Why Spanish? Well, I’ve always thought I’d love to speak another language. Fluently. My French and English allow me to communicate with lots of people when I travel. So when considering which language to work on, my first thought was to improve my French.
But then I thought of the jobs I’ve wanted that required Spanish fluency. And Spanish is a darn good language to know if living in the US. Or traveling south of its border. Then there’s the Camino. English and French allowed me to speak with a good number of fellow pilgrims as we walked across northwest Spain, but I was often at a loss when it came to speaking to the innkeepers and other locals.
“Oh, but what about Italian?” I thought next. The language of (some of) my ancestors. Oh, how I love Italy. I’ve hit the major cities, the Cinque Terre, the Amalfi Coast. But if I’m going to continue my genealogy research, I’ll soon be headed to the south of that country where English is not spoken nearly as widely.
So I debated. And debated. And then got stricken with paralysis by analysis.

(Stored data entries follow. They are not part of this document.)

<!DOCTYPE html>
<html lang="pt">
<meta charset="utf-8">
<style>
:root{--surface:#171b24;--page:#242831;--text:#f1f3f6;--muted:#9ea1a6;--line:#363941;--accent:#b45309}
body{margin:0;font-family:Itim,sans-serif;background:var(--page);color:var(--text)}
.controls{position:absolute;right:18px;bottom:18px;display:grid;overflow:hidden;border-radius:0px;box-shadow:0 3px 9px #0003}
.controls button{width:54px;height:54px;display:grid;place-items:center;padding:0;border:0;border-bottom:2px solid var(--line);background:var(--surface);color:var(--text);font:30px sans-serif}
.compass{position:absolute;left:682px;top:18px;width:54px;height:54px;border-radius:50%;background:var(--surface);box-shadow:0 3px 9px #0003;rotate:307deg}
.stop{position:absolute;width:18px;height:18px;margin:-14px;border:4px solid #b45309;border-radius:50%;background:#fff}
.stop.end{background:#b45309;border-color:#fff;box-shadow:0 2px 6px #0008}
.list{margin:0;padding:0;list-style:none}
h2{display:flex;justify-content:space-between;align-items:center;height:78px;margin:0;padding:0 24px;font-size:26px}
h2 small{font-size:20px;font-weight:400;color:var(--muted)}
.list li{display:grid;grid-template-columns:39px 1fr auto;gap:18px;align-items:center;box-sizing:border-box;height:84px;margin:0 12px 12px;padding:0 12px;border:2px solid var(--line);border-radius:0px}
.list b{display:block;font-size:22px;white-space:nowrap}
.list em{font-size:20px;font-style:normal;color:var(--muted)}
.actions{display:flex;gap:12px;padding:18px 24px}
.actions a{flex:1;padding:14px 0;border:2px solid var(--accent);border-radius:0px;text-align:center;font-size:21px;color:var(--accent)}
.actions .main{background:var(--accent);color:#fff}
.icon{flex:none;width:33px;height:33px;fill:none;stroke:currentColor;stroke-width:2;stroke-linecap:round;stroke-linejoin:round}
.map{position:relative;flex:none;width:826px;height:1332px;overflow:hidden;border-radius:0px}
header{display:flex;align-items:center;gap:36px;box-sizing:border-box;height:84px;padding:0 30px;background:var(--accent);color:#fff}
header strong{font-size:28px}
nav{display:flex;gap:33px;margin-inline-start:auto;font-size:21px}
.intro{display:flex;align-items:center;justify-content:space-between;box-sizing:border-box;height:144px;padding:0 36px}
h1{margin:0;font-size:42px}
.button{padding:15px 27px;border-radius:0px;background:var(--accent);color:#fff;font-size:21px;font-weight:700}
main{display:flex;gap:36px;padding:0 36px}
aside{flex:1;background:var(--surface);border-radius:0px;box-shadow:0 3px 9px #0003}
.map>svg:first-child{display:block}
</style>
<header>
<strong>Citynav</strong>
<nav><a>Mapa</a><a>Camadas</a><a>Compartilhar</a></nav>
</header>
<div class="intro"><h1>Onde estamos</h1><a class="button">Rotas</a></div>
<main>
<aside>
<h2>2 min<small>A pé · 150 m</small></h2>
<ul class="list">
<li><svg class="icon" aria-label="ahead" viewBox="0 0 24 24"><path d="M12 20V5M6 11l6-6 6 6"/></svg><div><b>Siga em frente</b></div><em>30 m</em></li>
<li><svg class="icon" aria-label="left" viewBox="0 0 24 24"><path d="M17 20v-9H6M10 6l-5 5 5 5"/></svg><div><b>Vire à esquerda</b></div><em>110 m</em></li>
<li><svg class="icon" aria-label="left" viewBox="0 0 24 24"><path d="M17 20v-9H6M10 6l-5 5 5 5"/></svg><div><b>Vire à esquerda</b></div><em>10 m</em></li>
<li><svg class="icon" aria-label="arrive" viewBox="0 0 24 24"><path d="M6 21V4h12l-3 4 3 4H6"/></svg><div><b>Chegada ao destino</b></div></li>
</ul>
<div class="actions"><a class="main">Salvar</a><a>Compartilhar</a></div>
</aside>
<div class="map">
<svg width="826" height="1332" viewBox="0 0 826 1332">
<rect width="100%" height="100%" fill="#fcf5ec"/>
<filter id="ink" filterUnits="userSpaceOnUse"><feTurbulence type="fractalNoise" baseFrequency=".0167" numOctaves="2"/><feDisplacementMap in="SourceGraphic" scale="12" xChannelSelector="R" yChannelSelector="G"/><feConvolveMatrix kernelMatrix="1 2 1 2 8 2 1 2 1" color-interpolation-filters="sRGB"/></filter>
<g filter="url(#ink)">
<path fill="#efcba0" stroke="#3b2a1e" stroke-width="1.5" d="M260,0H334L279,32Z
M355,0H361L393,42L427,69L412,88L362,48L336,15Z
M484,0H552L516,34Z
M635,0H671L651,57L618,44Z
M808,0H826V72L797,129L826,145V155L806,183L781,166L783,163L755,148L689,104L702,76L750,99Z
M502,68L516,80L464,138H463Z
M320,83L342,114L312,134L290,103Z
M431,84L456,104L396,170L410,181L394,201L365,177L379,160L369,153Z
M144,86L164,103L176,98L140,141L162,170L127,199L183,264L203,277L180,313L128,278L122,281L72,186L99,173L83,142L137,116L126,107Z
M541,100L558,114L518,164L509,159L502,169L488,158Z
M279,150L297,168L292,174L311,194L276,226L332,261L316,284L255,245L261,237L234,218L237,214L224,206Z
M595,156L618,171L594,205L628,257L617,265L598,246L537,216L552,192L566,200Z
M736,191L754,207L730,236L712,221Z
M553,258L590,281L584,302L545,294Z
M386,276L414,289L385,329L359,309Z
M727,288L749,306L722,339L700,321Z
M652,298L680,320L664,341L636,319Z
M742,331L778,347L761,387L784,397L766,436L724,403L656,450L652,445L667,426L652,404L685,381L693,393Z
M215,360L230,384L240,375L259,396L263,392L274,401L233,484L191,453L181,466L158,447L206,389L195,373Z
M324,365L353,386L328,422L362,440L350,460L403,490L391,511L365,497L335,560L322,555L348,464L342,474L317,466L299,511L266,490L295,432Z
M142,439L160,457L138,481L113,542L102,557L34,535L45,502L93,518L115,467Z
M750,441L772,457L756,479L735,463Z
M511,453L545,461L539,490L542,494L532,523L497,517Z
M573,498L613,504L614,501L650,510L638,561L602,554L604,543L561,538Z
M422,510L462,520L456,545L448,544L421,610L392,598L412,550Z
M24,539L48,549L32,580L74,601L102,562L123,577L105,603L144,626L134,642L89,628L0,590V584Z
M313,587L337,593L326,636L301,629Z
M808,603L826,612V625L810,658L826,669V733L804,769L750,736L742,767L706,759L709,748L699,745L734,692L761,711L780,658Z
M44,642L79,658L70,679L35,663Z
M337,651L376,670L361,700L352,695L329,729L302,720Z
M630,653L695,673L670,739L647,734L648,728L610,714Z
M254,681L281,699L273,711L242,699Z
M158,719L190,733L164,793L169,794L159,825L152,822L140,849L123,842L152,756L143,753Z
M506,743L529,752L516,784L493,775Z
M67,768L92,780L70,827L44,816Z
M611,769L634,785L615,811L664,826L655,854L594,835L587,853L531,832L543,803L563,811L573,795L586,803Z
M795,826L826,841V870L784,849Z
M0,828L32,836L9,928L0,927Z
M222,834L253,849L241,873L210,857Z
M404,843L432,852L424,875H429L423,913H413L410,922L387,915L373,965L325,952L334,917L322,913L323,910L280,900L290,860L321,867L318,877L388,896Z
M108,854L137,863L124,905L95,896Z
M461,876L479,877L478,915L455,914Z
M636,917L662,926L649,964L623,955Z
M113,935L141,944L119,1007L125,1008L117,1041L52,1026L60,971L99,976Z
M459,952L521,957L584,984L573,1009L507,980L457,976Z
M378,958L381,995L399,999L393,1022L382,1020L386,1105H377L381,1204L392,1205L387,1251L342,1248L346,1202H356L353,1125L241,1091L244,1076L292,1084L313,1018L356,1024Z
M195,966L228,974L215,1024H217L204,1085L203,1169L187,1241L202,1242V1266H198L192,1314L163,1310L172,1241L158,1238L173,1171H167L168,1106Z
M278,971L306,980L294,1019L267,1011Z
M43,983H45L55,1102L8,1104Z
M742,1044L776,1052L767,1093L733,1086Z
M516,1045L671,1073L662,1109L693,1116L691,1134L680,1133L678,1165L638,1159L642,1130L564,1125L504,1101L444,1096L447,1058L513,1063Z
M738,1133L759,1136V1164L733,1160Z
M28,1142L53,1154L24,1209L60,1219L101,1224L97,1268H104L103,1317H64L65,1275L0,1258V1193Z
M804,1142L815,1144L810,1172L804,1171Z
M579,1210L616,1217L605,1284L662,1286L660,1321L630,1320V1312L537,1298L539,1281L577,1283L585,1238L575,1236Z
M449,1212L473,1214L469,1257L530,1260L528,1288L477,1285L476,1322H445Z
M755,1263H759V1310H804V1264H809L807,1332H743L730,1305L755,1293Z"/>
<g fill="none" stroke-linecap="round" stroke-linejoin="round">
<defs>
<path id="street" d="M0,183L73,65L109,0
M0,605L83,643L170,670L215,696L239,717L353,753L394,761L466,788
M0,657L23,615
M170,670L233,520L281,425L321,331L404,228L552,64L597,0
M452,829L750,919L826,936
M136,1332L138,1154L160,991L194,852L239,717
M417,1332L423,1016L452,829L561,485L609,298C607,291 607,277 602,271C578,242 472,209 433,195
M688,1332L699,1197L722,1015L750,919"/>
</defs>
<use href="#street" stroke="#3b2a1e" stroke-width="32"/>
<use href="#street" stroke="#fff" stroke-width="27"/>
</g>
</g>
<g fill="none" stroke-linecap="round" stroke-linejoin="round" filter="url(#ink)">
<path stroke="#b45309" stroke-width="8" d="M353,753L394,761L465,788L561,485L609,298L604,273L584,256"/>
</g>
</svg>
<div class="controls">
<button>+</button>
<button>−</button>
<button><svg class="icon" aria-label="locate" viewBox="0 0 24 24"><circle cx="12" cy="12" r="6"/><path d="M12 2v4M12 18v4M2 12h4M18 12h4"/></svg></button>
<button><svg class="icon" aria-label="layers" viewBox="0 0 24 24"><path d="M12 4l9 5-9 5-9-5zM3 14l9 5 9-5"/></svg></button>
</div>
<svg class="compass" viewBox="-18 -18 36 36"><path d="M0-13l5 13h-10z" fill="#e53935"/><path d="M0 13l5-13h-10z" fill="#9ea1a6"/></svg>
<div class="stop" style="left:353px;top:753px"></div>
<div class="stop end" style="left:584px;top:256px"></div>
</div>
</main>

Until I rediscovered Benny, the Irish Polyglot. A polyglot, I learned, is someone who speaks many languages. Benny went from being the guy who couldn’t speak a word of Spanish (after living in Spain for six months) to being able to pick up enough of any language to be conversational–in a few hours.
His advice for how to choose which language to learn was this: pick the one you want to be able to use next. For me, that’s Spanish. Most every trip I’ve taken abroad is to Europe. And if I had to guess where I’d go the next time I’m over there, I’d bet money I’d be back on the Camino.
Yes, I realize Latin American Spanish is different from Spain Spanish, but my goal at this point is just to be able to converse and be understood. And I’m pretty sure knowing any Spanish is better than none.
So I’m off. In 72 hours I’ll be living with a Nicaraguan family with whom I can barely communicate. I’ll take a few hours worth of Spanish lessons each day. And hopefully, by the time I say good-bye to my hosts, we’ll have had some great conversations. Wish me luck.